The Junior Solar Sprint is sponsored by Sullivan Solar Power, San Diego-based renewable energy firm. The event is a challenge between local middle schools and this year Congressman Scott Peters, Assemblywoman Lorena Gonzalez, and San Diego City Council President Todd Gloria were in attendance to support the future growth of clean tech learning opportunities for students taking part in the model solar car racing event.
Eight middle schools from around San Diego County participated in the Junior Solar Sprint event with hundreds of attendees including parents, teachers, volunteers, judges and dignitaries watched more than 85 student cars race. Certificates were provided to all participating students from California Assembly Speaker Toni Atkins.
“The Junior Solar Sprint is a symbol of new learning opportunities for students in San Diego and gears them toward science, math, engineering and technical design skills,” said Daniel Sullivan, founder and president of Sullivan Solar Power, “These fields are exciting and highly rewarding, particularly when applied to renewable energy sources, and we hope that the program will expand the next generation’s passion for renewable energy.”
The Junior Solar Sprint was hosted by the San Diego Electrical Training Center, and engages local sixth, seventh and eighth-grade science students to use scientific knowledge to create and race solar powered model cars. All students were supplied with one standard solar cell and motor. The students are to come up with their own unique design aspects to compete.
“I have seen Junior Solar Sprint change kids’ lives. They learn to work together on something they have never done,” said Elaine Gillum, eighth grade science teacher at Thurgood Marshall Middle School, “Some of the students that struggle with the book part of school, are amazing when it comes to building things. They become the kid that others turn to for guidance and leadership.”

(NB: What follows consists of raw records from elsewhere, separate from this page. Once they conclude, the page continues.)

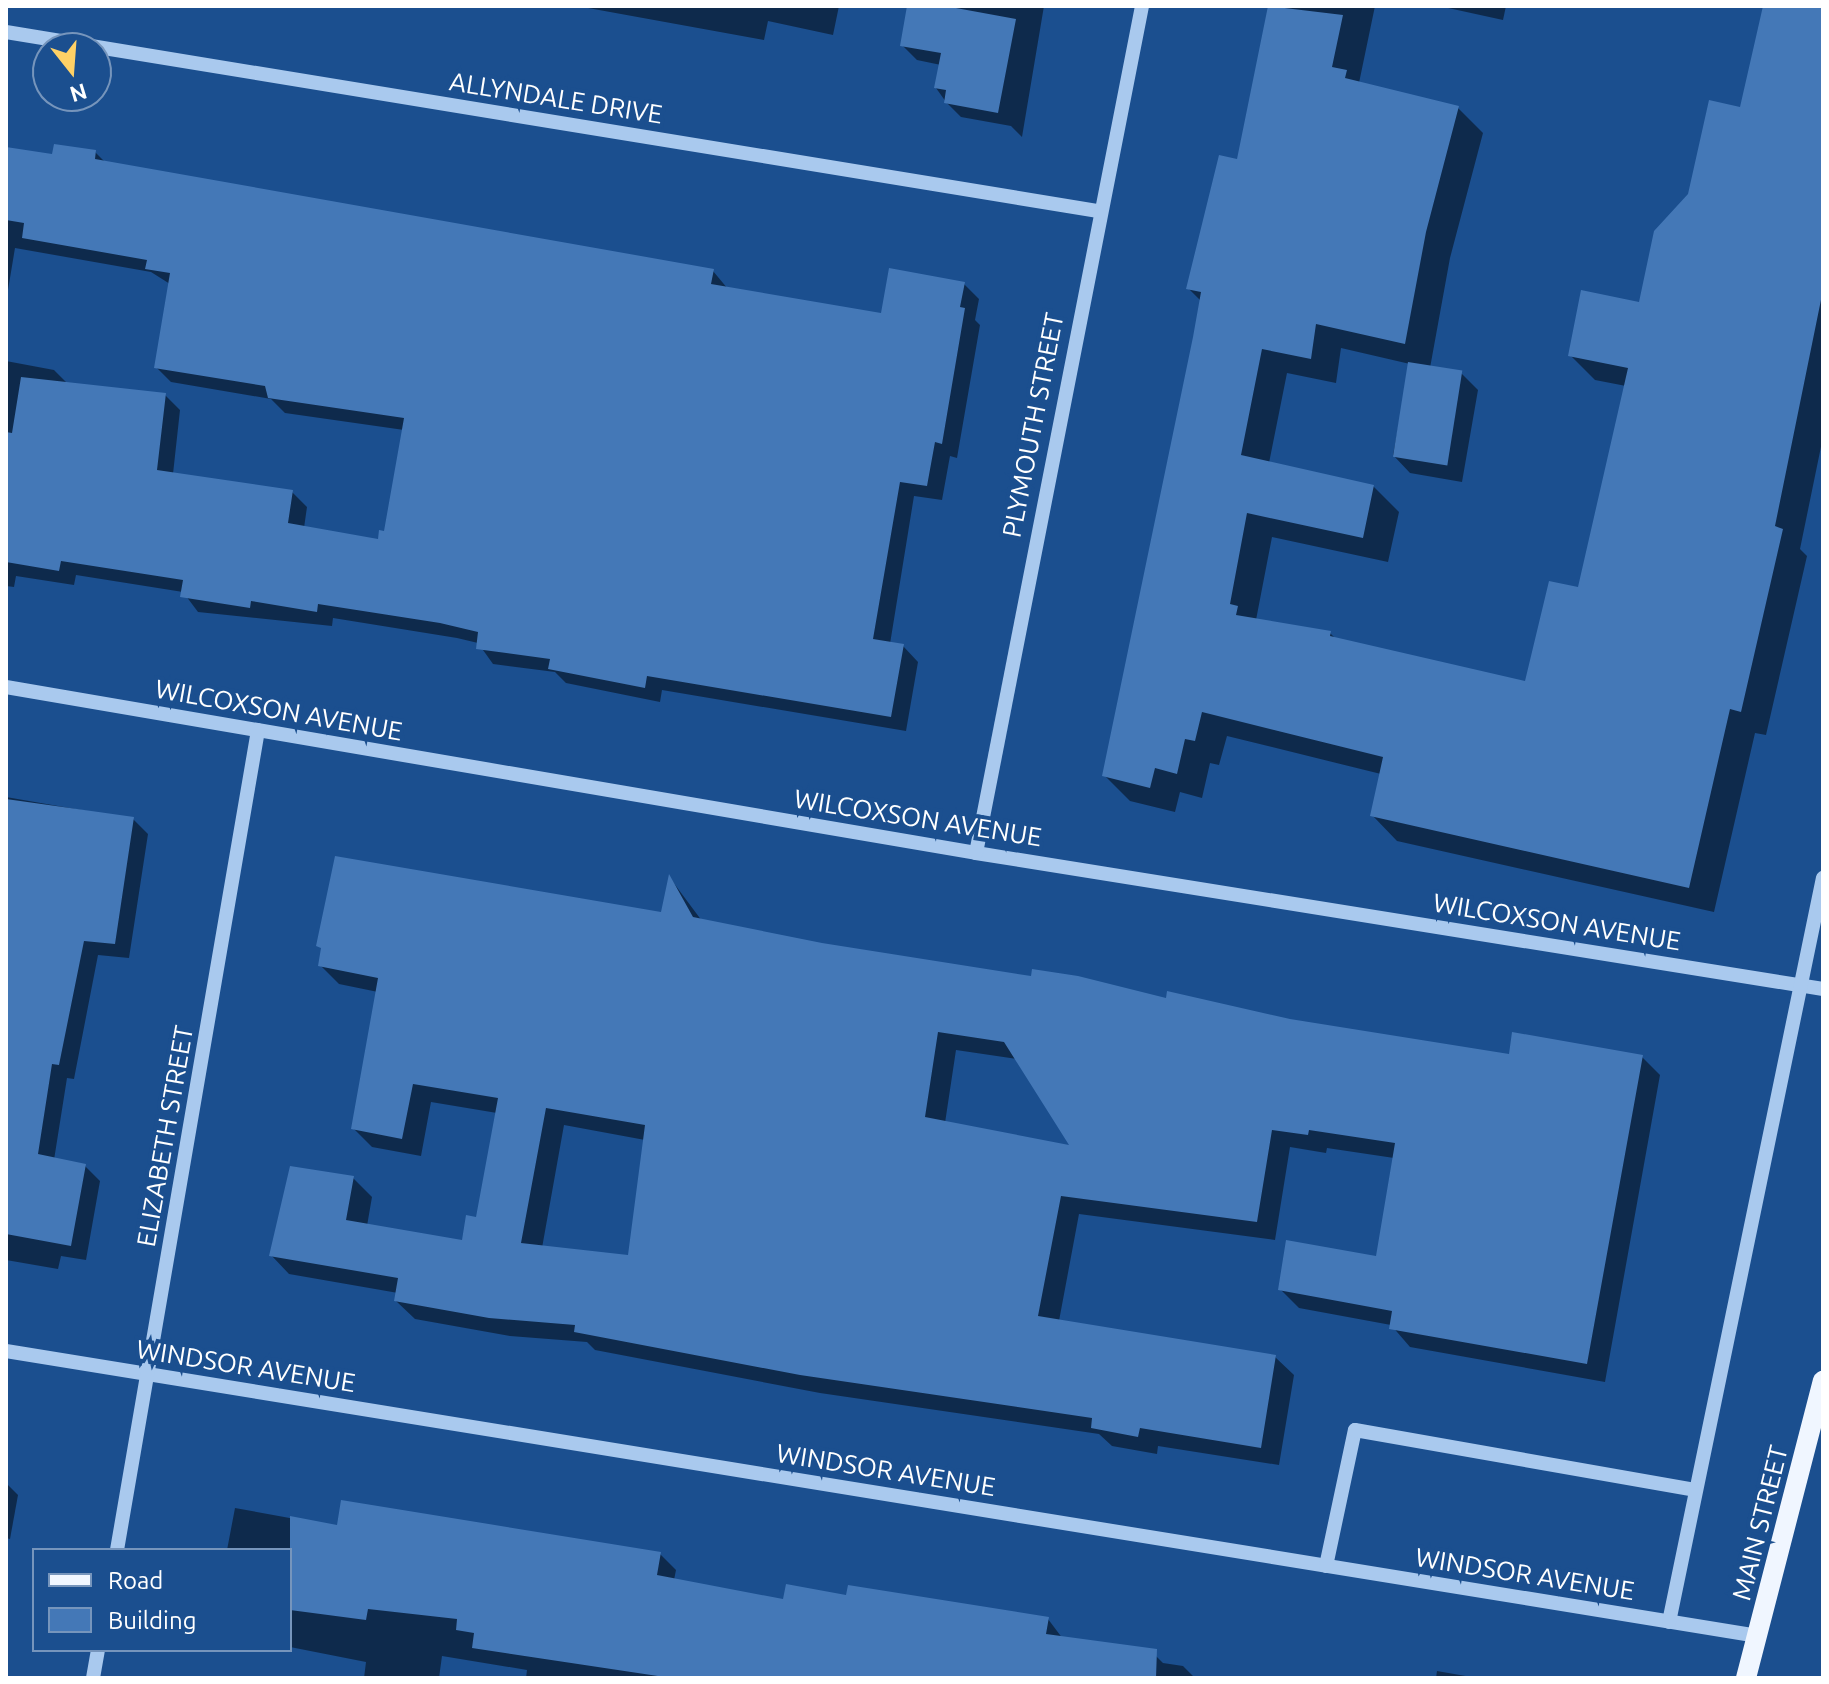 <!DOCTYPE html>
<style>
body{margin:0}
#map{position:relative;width:1829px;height:1684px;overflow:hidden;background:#1b4f8f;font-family:Ubuntu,sans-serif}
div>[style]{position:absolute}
.shadow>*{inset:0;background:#0007}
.building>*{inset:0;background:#4478b7;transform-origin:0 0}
.minor>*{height:14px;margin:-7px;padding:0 7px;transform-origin:7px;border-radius:7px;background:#a9c9ee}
.major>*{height:20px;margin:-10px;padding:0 10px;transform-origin:10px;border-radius:10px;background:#f0f6ff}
span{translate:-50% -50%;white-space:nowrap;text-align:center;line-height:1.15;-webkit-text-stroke:8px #1b4f8f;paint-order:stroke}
.street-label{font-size:26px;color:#fff}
.frame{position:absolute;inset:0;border:8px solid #fff;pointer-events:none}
.legend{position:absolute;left:32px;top:1548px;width:260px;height:104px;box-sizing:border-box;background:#1b4f8f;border:2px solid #7695bc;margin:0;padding:10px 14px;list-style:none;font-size:24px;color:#fff}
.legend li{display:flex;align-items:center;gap:16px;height:40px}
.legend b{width:40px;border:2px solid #7695bc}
.north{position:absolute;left:32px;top:32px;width:80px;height:80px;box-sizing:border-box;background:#1b4f8f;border:2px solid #7695bc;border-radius:50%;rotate:163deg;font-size:22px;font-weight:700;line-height:32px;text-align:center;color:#fff}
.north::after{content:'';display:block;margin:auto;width:28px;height:36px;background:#ffd166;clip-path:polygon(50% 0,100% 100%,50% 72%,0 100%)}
</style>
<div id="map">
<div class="shadow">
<div style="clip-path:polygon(577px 6px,839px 6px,833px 35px,768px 21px,764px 40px)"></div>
<div style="clip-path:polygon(909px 6px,1044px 6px,1022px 137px,1011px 126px,961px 117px,946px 102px,936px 88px,941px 65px,917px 60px,902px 45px)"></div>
<div style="clip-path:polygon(1269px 6px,1375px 6px,1359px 83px,1458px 108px,1483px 133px,1450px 258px,1430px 368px,1461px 373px,1478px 390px,1462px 482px,1410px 473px,1393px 455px,1410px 364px,1341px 348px,1336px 383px,1287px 373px,1269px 463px,1373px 486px,1399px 512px,1388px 562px,1272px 537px,1256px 620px,1330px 633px,1337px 640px,1527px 683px,1579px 590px,1626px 386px,1595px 380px,1570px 355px,1641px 305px,1690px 195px,1741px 109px,1765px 6px,1823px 6px,1823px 437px,1800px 549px,1807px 556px,1766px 735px,1755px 733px,1714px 912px,1397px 841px,1372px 815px,1381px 774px,1227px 736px,1219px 765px,1210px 763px,1202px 798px,1180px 792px,1175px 812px,1130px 801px,1105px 776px,1201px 301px,1188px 288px,1238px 162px)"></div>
<div style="clip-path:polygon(1439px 6px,1506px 6px,1503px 20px)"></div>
<div style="clip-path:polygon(6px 148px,53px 157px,95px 152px,107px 164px,713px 271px,728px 289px,883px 315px,964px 284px,979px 299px,975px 320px,980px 325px,957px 458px,950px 456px,942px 500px,914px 496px,890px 644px,903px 646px,918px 662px,906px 731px,662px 690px,660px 702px,566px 683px,555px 672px,493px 664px,478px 643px,457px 638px,333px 618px,332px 626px,198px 612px,183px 592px,76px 575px,74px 585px,16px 576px,14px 587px,6px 586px,6px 361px,54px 370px,68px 384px,165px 395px,180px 410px,173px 474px,292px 492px,307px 507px,304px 528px,380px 541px,386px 534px,404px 430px,285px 413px,271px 399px,171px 382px,156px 367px,170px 284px,151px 272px,15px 248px,6px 302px)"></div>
<div style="clip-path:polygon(6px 797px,133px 819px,148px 834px,129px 958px,98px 955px,74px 1079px,67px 1078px,54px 1160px,85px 1166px,100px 1181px,86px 1260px,61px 1256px,58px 1269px,6px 1260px)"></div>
<div style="clip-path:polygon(evenodd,670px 878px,702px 921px,821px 944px,1510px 1056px,1642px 1057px,1660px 1075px,1605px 1382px,1410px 1347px,1391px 1325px,1299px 1308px,1280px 1289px,1378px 1259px,1394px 1158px,1327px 1148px,1326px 1153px,1290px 1147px,1275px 1240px,1079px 1214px,1059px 1321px,1275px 1357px,1294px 1375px,1279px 1465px,1158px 1446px,1157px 1454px,1112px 1446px,1099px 1434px,820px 1393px,595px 1350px,587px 1342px,510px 1336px,415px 1319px,396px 1301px,398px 1293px,289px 1274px,271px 1255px,353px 1178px,372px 1197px,367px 1226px,463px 1242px,478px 1219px,497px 1113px,431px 1102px,421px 1156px,372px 1147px,354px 1129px,378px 992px,339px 984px,320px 965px,663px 915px,670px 878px,956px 1050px,1017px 1059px,1073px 1148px,945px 1123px,956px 1050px,670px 878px,564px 1125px,645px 1140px,630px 1257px,542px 1248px,564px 1125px)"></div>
<div style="clip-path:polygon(6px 1483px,18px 1495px,10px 1539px,6px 1538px)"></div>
<div style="clip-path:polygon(342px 1502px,660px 1554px,676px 1570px,674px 1580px,785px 1601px,848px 1598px,1048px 1619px,1063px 1639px,1150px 1650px,1163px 1663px,1183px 1666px,1195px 1678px,526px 1678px,527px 1670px,442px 1656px,439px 1678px,364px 1678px,366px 1662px,290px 1647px,290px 1550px,227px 1550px,235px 1508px,339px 1527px)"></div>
<div style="clip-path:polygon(1437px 1671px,1477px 1678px,1436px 1678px)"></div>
</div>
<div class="building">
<div style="clip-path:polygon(907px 6px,945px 6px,1016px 19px,998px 113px,944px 103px,946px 90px,934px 88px,941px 53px,900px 46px)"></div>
<div style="clip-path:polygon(1268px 6px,1343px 15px,1332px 67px,1347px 70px,1345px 78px,1459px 106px,1426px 232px,1405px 344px,1316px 324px,1311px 359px,1262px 349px,1241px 455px,1374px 485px,1363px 538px,1247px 513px,1230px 604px,1238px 606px,1236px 615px,1331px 631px,1330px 636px,1525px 681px,1549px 581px,1578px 587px,1628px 368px,1568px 356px,1581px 290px,1639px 302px,1654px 231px,1688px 194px,1709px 100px,1740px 107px,1763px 6px,1823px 6px,1823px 290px,1775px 526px,1783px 529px,1741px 712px,1730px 709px,1689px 888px,1370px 816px,1383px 757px,1202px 712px,1195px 741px,1185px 739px,1177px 774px,1155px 768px,1150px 788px,1102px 776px,1193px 337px,1201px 292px,1186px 289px,1219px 155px,1237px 159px)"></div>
<div style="clip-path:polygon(54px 144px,96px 150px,95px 159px,714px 269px,711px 284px,881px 313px,889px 268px,965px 282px,960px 307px,965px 308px,942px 444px,935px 442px,927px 486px,900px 482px,873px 639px,904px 644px,891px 717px,647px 676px,645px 688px,548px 669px,550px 659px,476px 649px,478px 632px,440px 623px,318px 604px,317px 612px,251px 601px,250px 608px,180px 597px,183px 580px,61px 561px,59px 571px,6px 562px,6px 432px,12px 433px,21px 377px,166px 393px,157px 470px,293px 490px,288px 523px,378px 539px,379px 530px,384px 531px,404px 418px,268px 398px,265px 386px,154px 368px,170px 273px,145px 269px,147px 260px,22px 238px,24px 223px,6px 220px,6px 147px,52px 154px)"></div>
<div style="left:1408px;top:362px;width:55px;height:96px;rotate:9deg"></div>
<div style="clip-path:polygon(6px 799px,134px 817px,115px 944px,84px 941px,59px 1065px,52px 1064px,38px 1154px,86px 1164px,71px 1246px,6px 1234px)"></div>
<div style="clip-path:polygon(evenodd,335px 856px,661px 912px,669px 874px,693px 917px,822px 943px,1031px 976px,1032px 969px,1078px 976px,1166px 998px,1167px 991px,1290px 1019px,1509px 1054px,1512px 1032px,1643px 1055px,1587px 1364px,1389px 1329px,1392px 1311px,1278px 1290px,1286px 1240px,1376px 1256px,1395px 1143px,1309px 1130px,1308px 1135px,1272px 1130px,1257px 1222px,1061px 1196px,1038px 1316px,1276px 1355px,1261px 1448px,1140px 1428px,1138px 1437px,1091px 1428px,1092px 1418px,800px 1375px,574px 1332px,575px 1325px,489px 1318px,394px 1301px,398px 1278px,269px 1256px,290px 1166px,354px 1176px,346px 1220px,462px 1240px,466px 1215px,476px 1217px,498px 1098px,413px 1084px,402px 1139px,351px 1129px,378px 978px,318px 966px,321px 948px,316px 946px,335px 856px,938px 1032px,1004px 1042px,1069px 1145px,925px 1117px,938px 1032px,335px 856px,546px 1108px,645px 1125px,628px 1255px,521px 1243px,546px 1108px)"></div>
<div style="clip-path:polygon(341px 1500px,661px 1552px,657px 1575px,783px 1599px,786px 1584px,846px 1595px,848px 1585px,1049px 1617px,1046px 1634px,1157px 1649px,1156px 1678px,671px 1678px,472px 1648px,474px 1633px,456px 1630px,457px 1619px,368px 1609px,366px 1620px,290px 1610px,290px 1516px,337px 1525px)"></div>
</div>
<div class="minor">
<div style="left:6px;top:32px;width:1107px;rotate:9.31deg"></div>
<div style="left:6px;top:687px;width:984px;rotate:9.71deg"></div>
<div style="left:976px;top:853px;width:858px;rotate:9.12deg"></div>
<div style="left:976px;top:853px;width:863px;rotate:-78.91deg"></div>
<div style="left:6px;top:1351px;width:1775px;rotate:9.24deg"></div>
<div style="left:117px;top:1550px;width:832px;rotate:-80.24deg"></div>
<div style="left:1326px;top:1566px;width:139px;rotate:-78deg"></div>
<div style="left:1355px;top:1430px;width:345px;rotate:10deg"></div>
<div style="left:1669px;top:1622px;width:760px;rotate:-78.31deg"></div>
<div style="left:93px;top:1678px;width:28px;rotate:-80deg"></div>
</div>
<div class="major">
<div style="left:1746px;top:1678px;width:307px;rotate:-75.5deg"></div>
</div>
<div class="street-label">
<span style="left:556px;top:98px;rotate:9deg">ALLYNDALE DRIVE</span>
<span style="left:1033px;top:425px;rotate:-79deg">PLYMOUTH STREET</span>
<span style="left:279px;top:710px;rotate:10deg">WILCOXSON AVENUE</span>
<span style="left:918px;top:818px;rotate:9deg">WILCOXSON AVENUE</span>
<span style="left:1557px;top:922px;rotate:9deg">WILCOXSON AVENUE</span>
<span style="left:165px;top:1136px;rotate:-80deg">ELIZABETH STREET</span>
<span style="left:246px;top:1366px;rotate:9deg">WINDSOR AVENUE</span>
<span style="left:886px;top:1470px;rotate:9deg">WINDSOR AVENUE</span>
<span style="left:1760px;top:1523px;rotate:-76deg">MAIN STREET</span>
<span style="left:1525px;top:1574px;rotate:9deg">WINDSOR AVENUE</span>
</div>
<div class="frame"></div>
<ul class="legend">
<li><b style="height:10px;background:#f0f6ff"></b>Road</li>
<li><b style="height:22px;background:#4478b7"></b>Building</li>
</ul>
<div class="north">N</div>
</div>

The Junior Solar Sprint is the culminating race track event, where students compete for award in five judging categories: craftsmanship; innovation; power train; solar collection; and wheel and guidance systems. First, second and third place medals were provided to the overall race champions.
“Encouraging our kids to pursue their interest in these sectors through hands-on projects like the Junior Solar Sprint will not only prepare them for the jobs of the future, but will help keep America globally competitive,” said Congressman Scott Peters, “Events like this help spark a lifelong interest in our students to improve the world around them through innovation.”